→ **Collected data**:
===
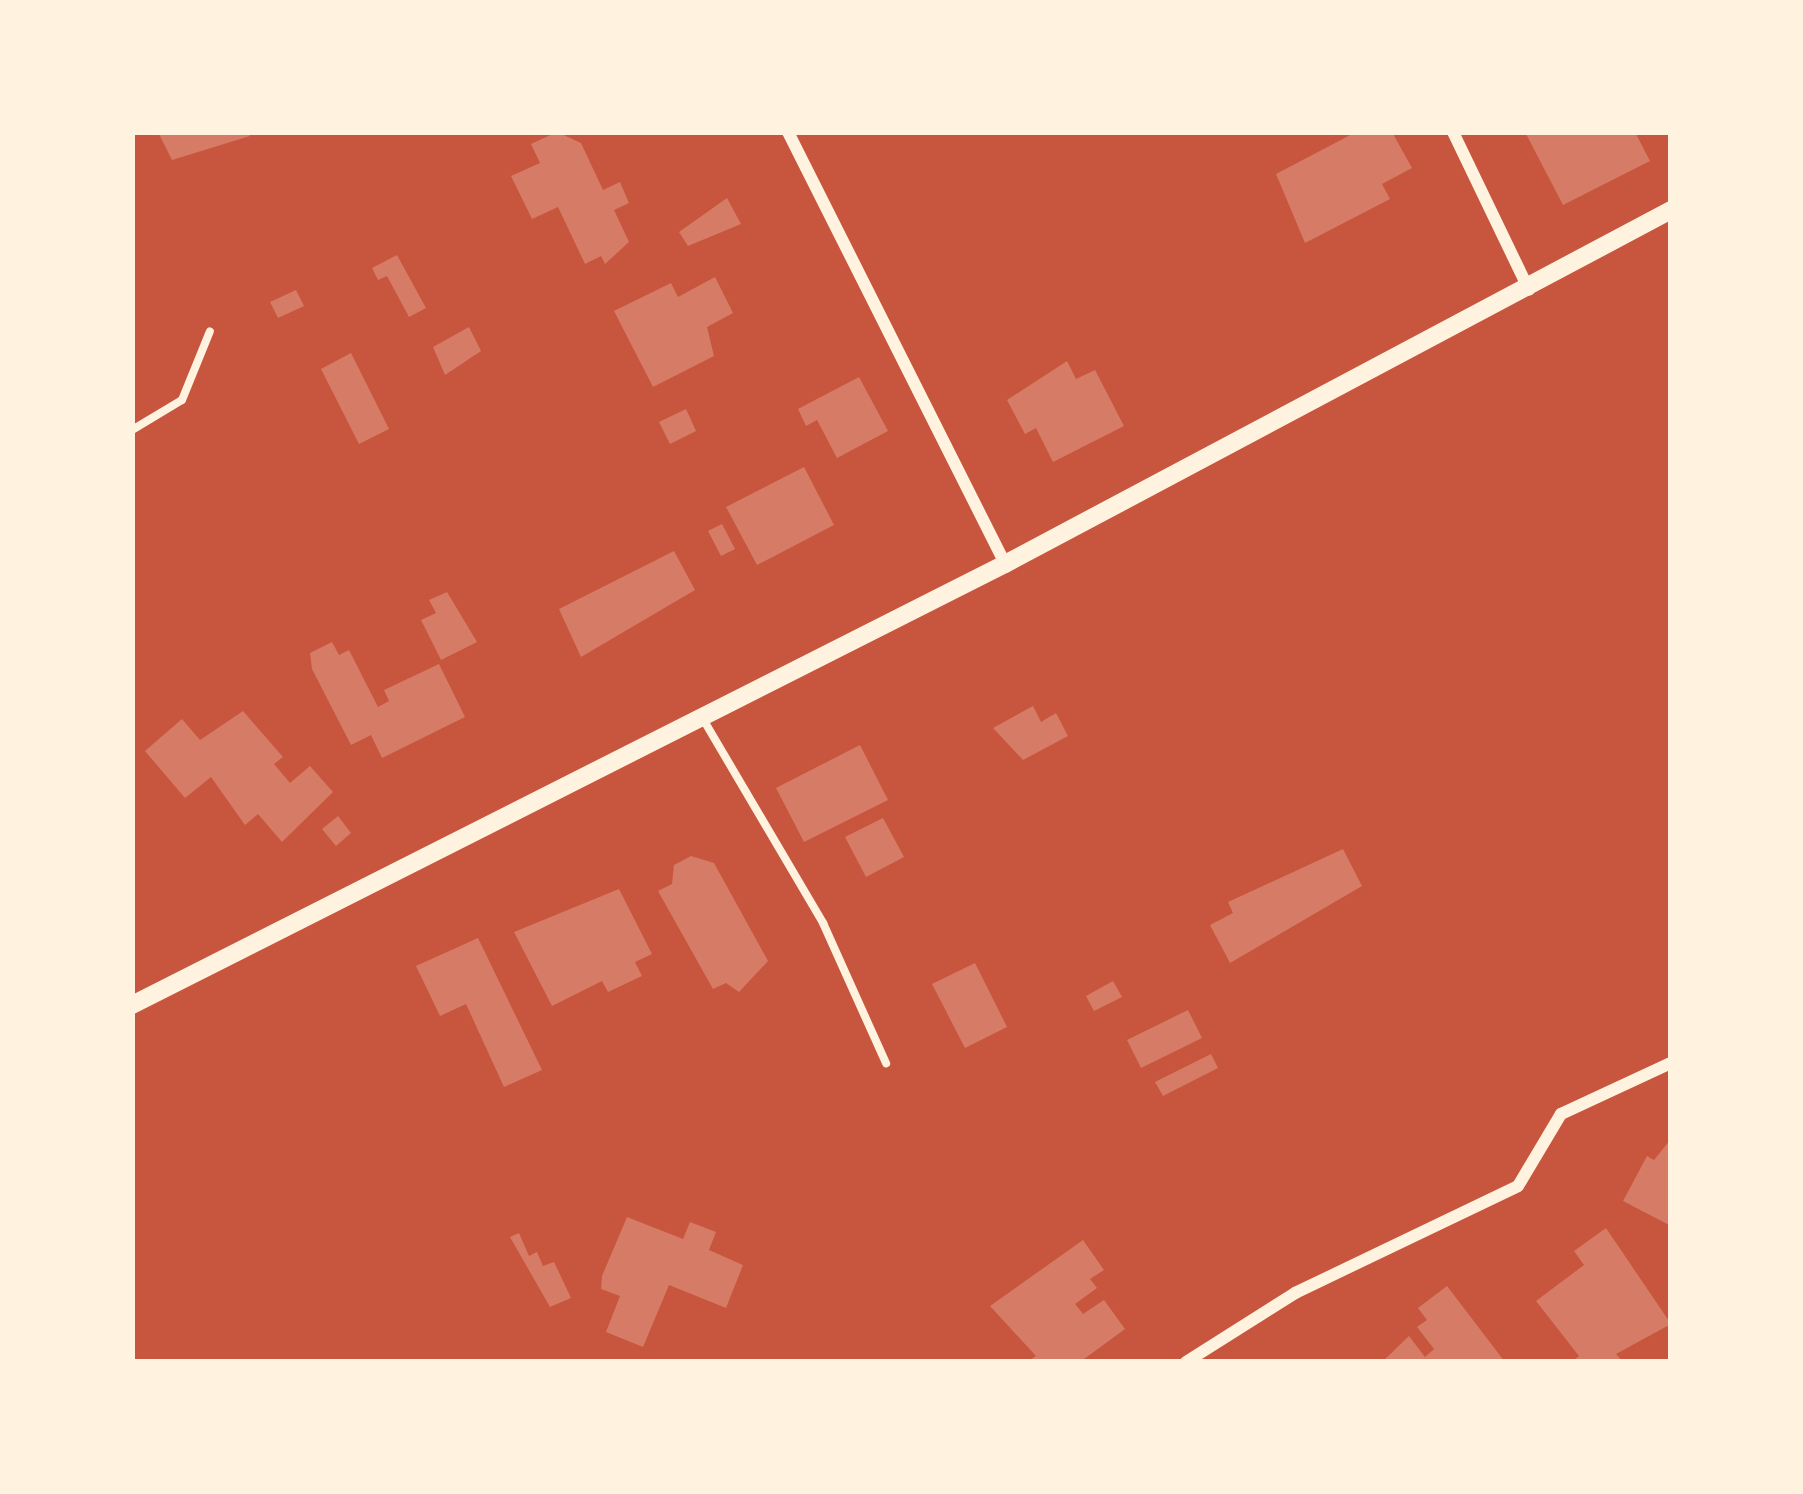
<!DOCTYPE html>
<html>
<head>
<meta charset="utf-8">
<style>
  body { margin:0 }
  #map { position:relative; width:1803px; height:1494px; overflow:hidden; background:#c8553d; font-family:"Work Sans",sans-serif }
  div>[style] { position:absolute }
  .building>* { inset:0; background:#d67c66 }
  .service>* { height:8px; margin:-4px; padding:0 4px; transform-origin:4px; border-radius:4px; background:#fff3e0 }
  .minor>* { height:12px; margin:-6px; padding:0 6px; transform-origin:6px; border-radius:6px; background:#fff3e0 }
  .tertiary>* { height:18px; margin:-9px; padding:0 9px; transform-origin:9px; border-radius:9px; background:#fff3e0 }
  span { translate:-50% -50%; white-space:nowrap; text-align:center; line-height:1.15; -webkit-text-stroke:10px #fff3e0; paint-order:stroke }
  .frame { position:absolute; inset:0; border:135px solid #fff3e0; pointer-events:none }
</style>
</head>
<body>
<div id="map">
  <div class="building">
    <div style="clip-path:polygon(158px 132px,248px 132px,250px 136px,172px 160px)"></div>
    <div style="clip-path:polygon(557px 132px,581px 143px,603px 190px,620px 182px,629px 203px,614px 210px,629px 242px,605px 264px,601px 256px,585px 264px,558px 207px,532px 219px,511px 176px,540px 163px,531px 144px)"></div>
    <div style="clip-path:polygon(1356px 132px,1392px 132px,1412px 168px,1382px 184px,1390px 199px,1305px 243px,1276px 174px)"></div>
    <div style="clip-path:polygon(1525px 132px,1635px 132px,1650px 161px,1563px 205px)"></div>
    <div style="clip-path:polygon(727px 198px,741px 224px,688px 246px,679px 232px)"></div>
    <div style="clip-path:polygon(397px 255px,426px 308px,409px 317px,387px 276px,378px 280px,372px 268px)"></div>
    <div style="clip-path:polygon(715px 277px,733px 313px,707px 327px,714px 356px,653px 387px,614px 311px,671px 283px,678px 297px)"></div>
    <div style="clip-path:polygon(296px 290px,304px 306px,278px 318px,270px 302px)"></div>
    <div style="clip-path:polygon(469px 327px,481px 351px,445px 375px,433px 347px)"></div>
    <div style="clip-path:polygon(351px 353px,389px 429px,359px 444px,321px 369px)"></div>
    <div style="clip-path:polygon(1067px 361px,1076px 379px,1095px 370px,1124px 426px,1053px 462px,1036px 428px,1025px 434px,1007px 400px)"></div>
    <div style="clip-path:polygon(859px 377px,888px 431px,837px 458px,817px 420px,806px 426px,798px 409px)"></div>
    <div style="clip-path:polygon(686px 409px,696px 431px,670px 444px,659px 422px)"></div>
    <div style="clip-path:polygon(804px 467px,834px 525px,757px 565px,726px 507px)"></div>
    <div style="clip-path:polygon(722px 524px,735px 549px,721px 556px,708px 531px)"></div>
    <div style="clip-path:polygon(674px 551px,695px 590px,581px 657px,559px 609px)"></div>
    <div style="clip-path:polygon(447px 592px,477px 642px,441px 660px,421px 620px,436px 613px,429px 600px)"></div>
    <div style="clip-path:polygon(332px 642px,339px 655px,349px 650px,378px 707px,389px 701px,384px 690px,439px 664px,465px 717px,382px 758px,371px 735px,351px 745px,312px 669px,310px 653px)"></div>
    <div style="clip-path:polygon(1033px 706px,1041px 722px,1056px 713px,1068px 736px,1023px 760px,993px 728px)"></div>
    <div style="clip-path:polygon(243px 711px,283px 757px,274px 764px,290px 783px,310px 766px,333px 792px,282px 842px,258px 814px,245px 825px,211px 777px,185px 798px,145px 751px,182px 719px,200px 740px)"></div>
    <div style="clip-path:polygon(860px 745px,888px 800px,804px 842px,776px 788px)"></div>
    <div style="clip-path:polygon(338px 816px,351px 833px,336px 846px,322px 829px)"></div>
    <div style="clip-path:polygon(883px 818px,904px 857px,866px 877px,845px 837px)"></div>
    <div style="clip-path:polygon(1343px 849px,1362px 886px,1230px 963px,1210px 925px,1233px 913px,1228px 902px)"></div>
    <div style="clip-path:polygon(691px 856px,714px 863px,768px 961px,739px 992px,726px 983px,713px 989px,658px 891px,672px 884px,674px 865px)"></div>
    <div style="clip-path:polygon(619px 889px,652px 954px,635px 962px,642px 976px,608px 992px,602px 981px,552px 1006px,514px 932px)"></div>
    <div style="clip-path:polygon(478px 938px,542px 1070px,504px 1087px,466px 1004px,440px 1016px,416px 966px)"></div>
    <div style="clip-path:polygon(975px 963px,1007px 1027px,965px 1048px,932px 984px)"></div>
    <div style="clip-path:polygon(1113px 981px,1122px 997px,1094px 1011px,1086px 996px)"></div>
    <div style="clip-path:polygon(1188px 1010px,1202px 1038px,1141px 1068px,1127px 1040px)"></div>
    <div style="clip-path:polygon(1211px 1054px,1218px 1068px,1163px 1096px,1155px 1082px)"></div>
    <div style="clip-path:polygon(1671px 1139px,1671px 1226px,1623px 1201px,1647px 1156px,1654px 1160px)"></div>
    <div style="clip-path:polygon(627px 1217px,683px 1239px,690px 1222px,716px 1232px,709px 1250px,743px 1265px,726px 1308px,669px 1285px,643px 1347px,606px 1332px,620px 1296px,601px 1289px,602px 1276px)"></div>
    <div style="clip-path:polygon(1606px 1228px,1671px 1324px,1616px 1354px,1623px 1362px,1571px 1362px,1579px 1356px,1536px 1301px,1584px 1265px,1574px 1251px)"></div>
    <div style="clip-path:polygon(519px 1233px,529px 1256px,537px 1252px,543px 1266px,554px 1262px,571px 1298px,550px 1307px,510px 1237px)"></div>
    <div style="clip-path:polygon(1083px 1240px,1104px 1270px,1090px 1279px,1097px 1288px,1075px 1304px,1083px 1314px,1104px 1300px,1125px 1329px,1080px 1362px,1027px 1362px,1036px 1356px,990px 1306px)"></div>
    <div style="clip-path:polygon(1447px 1286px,1505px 1362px,1382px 1362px,1409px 1336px,1425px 1357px,1434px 1349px,1417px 1327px,1427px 1320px,1418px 1308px)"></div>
  </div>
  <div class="service">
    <div style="left:132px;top:430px;width:58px;rotate:-31deg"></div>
    <div style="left:182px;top:400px;width:74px;rotate:-67.9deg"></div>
    <div style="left:703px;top:719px;width:237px;rotate:59.5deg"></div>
    <div style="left:823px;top:923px;width:154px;rotate:65.8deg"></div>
  </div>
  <div class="minor">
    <div style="left:788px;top:132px;width:483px;rotate:63.3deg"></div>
    <div style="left:1453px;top:132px;width:175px;rotate:64.3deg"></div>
    <div style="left:1186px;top:1362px;width:129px;rotate:-32.3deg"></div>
    <div style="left:1295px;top:1293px;width:247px;rotate:-25.6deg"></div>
    <div style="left:1518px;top:1186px;width:84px;rotate:-59.2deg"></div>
    <div style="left:1561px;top:1114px;width:121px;rotate:-24.9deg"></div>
  </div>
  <div class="tertiary">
    <div style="left:132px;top:1005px;width:978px;rotate:-26.8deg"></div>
    <div style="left:1005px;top:564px;width:754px;rotate:-27.99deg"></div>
  </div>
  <div class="frame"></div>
</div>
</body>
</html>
===
→ **TASK REQUIREMENTS**: All lines from the start of the entries through the one with "position:relative; width:1803px; height:1494px;" are to be output exactly; omit the pictures.

→ **ANSWER FOR THIS EXERCISE**:
<!DOCTYPE html>
<html>
<head>
<meta charset="utf-8">
<style>
  body { margin:0 }
  #map { position:relative; width:1803px; height:1494px; overflow:hidden; background:#c8553d; font-family:"Work Sans",sans-serif }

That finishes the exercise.